Data for analysis ->
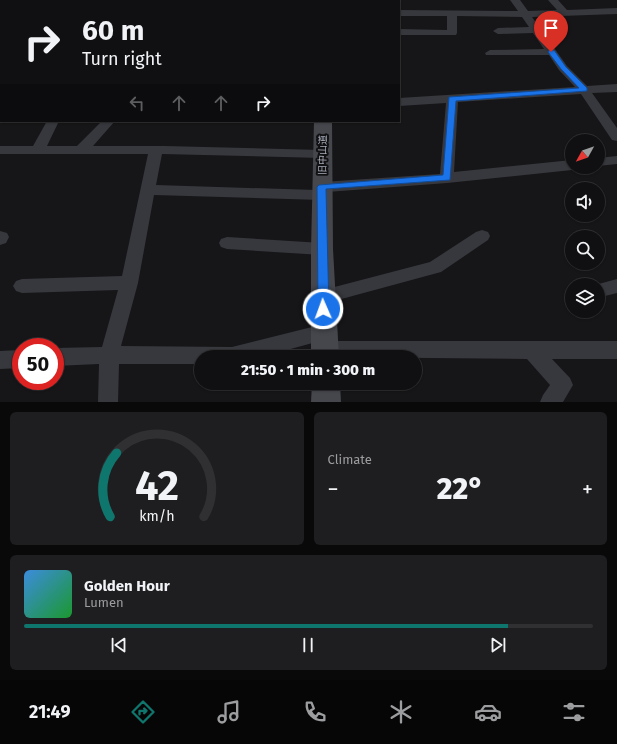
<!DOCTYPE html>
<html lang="en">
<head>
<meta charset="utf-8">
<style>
	:root { --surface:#101012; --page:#1e1e20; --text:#f1f3f6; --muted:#9c9d9f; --line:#303032; --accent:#0f766e }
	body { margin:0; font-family:"Fira Sans","Noto Sans JP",sans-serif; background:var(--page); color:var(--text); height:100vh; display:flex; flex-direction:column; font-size:15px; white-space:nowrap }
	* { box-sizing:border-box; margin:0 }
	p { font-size:13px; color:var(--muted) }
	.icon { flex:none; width:22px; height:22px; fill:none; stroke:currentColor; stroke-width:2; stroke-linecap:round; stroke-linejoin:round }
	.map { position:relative; height:402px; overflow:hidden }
	.sheet { display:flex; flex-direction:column; gap:10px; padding:10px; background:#09090a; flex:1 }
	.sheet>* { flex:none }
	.guide { position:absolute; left:0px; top:0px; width:400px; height:122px; box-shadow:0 1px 3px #0004,0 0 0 1px var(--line); background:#101012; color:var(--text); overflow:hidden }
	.needle { width:26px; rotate:230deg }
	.buttons { position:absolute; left:565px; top:134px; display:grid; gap:8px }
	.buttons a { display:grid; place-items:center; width:40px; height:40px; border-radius:50%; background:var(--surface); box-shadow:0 1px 3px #0004,0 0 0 1px var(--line); font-size:20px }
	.speed { position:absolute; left:12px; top:338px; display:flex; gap:8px; font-size:20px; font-weight:700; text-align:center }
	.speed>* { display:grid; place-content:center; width:52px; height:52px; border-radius:50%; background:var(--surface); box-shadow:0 1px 3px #0004,0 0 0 1px var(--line); line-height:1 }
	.speed .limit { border:6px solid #d22; background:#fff; color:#111 }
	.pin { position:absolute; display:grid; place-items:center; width:34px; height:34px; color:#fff; margin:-41px -17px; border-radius:50% 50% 50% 0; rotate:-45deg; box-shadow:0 0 4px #0007 }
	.pin .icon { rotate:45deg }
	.me { position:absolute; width:44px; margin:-22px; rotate:358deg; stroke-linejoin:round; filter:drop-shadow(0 0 3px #0008) }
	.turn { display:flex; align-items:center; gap:14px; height:84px; padding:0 16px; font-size:18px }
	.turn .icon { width:52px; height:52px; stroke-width:2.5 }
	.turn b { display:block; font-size:28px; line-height:34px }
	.lanes { display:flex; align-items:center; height:38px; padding:0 16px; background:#0003; justify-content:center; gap:20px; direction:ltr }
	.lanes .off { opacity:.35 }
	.big { font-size:30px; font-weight:800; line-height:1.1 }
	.sheet .tile { flex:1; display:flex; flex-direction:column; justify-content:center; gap:6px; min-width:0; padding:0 14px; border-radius:6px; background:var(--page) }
	.sheet .dial { align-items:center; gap:0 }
	.dial svg { height:104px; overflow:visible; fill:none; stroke:var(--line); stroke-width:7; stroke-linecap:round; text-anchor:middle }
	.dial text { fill:var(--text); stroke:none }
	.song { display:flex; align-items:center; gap:12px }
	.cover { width:48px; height:48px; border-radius:6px; background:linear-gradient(135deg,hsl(210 70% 55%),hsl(130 70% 35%)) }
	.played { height:4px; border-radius:2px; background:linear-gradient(90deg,var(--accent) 85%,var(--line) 85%) }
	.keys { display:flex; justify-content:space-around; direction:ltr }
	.heat { display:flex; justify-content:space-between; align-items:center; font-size:22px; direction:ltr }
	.sheet .tiles { flex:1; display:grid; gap:10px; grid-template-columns:1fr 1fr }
	.tile:last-child { grid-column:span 2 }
	.trip { position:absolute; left:194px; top:350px; width:228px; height:40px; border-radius:20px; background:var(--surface); box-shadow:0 1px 3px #0004,0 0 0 1px var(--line); font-weight:800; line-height:40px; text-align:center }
	.tabs { display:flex; height:64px; justify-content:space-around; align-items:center; background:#060607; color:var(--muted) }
	.tabs .icon { width:28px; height:28px }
	.tabs .on { color:var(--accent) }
	.tabs b { font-size:18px; color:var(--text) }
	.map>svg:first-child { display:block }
</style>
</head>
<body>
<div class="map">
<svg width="617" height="402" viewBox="0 0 617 402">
	<rect width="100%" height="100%" fill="#161618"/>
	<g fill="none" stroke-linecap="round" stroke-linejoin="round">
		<g fill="#37383d" fill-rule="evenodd">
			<path d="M49,0H59L48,1Z"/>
			<rect x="211" y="0" width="10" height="1"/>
			<path d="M510,0H520L528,11L557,10L548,0H558L567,10L617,8V14L532,17L567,66L587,86L617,84V92L592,93L617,128V141L612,140L581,94L458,102L454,172L572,160V167H578L572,170L447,183L327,192L329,195L327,199L322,200L154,195L138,283L121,346L232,347L324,324L331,326L333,332L331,338L261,357H201V364H119L118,402H98L99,364L55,366V348L102,347L118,290L22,293L16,291L13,286L16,281L22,279L122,276L148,154H0V146H33L47,121H59L47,146H77L102,121H115L93,146H164L322,150L327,151L329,154L327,157L322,158L162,154L156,185L316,190L315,187L317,184L322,182L440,174L446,103L399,106V98L575,87L559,70L549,55H486L485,53L490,50L544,49L533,33L498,34L493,31L498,28L529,27L522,17L457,16V33L456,35H399V29L447,30V16H399V10L518,11Z"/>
			<rect x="0" y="33" width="1" height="6"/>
			<path d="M1,85V94L0,95V86Z"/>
			<path d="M617,156V164L598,166V158Z"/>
			<path d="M482,230L488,232L490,236L488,240L441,272L323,304L317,302L314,297L317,292L323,290L430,262L476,232Z"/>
			<path d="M0,231L7,233L9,237L6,243L0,245Z"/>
			<path d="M227,237L322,243L328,245L330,249L328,253L322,255L227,249L221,247L219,243L221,239Z"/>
			<path d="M617,279V293L601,297L598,296V285H595Z"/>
			<path d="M325,341H617V359H552L570,378L573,385L563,402H540L543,395L550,385L527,359L321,357L318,356L315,350L318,344Z"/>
			<path d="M21,350V368L0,369V351Z"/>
		</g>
		<g fill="#45474d" fill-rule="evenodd">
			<path d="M314,121H332L333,249L339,357H311V249Z"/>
			<path d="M312,383H340L341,402H311Z"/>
		</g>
	</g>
	<path fill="#1a73e8" stroke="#114b97" d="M549,50H554L566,67L587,88V91L456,101L450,180L326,189L329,309L327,312L323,313L319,312L318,309L317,187L319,185L443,175L449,97L579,88L561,69L548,52Z"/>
	<g text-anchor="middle" stroke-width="4" stroke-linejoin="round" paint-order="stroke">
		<g font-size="10" fill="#a8adb8" stroke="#111113">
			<text transform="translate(322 155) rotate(-89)" y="4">旧中山道</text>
		</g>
	</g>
</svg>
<div class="buttons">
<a><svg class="needle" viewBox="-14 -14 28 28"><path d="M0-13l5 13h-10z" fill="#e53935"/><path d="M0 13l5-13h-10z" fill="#9c9d9f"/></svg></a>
<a><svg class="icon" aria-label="sound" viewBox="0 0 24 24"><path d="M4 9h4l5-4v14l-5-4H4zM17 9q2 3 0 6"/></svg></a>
<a><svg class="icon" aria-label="search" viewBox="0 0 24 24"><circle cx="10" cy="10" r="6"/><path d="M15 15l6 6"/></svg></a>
<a><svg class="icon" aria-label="layers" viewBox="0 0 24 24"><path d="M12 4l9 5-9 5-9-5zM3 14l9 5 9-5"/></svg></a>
</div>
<div class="speed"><div class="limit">50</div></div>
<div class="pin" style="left:551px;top:52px;background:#d93025"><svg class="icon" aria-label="arrive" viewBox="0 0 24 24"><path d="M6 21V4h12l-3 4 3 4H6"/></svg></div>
<svg class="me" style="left:323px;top:309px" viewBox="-20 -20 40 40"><circle r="17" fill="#1a73e8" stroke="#fff" stroke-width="3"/><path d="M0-11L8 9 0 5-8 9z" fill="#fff"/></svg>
<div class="trip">21:50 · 1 min · 300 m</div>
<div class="guide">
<div class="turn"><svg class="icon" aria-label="right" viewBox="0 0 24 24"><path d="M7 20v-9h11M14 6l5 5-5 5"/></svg><div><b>60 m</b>Turn right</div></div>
<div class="lanes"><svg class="icon off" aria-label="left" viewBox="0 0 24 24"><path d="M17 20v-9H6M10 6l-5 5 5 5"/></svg><svg class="icon off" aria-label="ahead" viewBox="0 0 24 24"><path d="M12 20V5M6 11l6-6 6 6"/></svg><svg class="icon off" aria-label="ahead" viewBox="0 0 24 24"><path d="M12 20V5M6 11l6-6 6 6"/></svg><svg class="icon" aria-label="right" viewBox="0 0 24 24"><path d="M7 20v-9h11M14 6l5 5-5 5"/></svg></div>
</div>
</div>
<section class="sheet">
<div class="tiles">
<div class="tile dial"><svg viewBox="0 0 100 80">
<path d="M14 69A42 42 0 1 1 86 69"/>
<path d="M14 69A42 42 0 0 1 19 20" stroke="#0f766e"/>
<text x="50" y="56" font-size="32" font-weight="700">42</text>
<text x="50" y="72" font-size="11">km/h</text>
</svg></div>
<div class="tile"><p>Climate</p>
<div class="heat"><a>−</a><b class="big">22°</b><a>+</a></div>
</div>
<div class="tile">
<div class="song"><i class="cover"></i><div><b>Golden Hour</b><p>Lumen</p></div></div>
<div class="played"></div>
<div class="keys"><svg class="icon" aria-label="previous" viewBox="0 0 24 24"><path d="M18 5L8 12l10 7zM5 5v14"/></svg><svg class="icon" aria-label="pause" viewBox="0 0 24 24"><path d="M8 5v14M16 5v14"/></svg><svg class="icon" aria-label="next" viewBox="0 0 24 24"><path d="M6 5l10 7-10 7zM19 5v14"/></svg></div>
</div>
</div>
</section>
<nav class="tabs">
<b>21:49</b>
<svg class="icon on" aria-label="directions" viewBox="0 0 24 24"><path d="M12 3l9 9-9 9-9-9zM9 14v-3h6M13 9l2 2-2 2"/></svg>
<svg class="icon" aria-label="music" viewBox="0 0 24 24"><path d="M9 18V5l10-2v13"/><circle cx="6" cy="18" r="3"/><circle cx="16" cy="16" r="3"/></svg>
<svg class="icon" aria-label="phone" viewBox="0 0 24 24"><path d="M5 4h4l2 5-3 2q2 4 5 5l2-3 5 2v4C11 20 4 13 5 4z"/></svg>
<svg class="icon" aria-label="climate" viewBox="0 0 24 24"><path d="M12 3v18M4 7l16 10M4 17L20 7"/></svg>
<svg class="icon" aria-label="car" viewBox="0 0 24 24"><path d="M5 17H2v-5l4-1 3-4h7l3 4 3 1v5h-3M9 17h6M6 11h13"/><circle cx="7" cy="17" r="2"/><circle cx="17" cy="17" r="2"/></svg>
<svg class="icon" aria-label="filters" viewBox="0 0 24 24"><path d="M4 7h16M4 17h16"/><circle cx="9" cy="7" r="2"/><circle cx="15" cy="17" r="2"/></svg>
</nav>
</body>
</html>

Task objective -> Your answer must be the lines above from the one containing "display:flex; align-items:center; height:38px;" to the one containing "width:48px; height:48px; border-radius:6px;", both included, restated word for word.

Worked solution ->
	.lanes { display:flex; align-items:center; height:38px; padding:0 16px; background:#0003; justify-content:center; gap:20px; direction:ltr }
	.lanes .off { opacity:.35 }
	.big { font-size:30px; font-weight:800; line-height:1.1 }
	.sheet .tile { flex:1; display:flex; flex-direction:column; justify-content:center; gap:6px; min-width:0; padding:0 14px; border-radius:6px; background:var(--page) }
	.sheet .dial { align-items:center; gap:0 }
	.dial svg { height:104px; overflow:visible; fill:none; stroke:var(--line); stroke-width:7; stroke-linecap:round; text-anchor:middle }
	.dial text { fill:var(--text); stroke:none }
	.song { display:flex; align-items:center; gap:12px }
	.cover { width:48px; height:48px; border-radius:6px; background:linear-gradient(135deg,hsl(210 70% 55%),hsl(130 70% 35%)) }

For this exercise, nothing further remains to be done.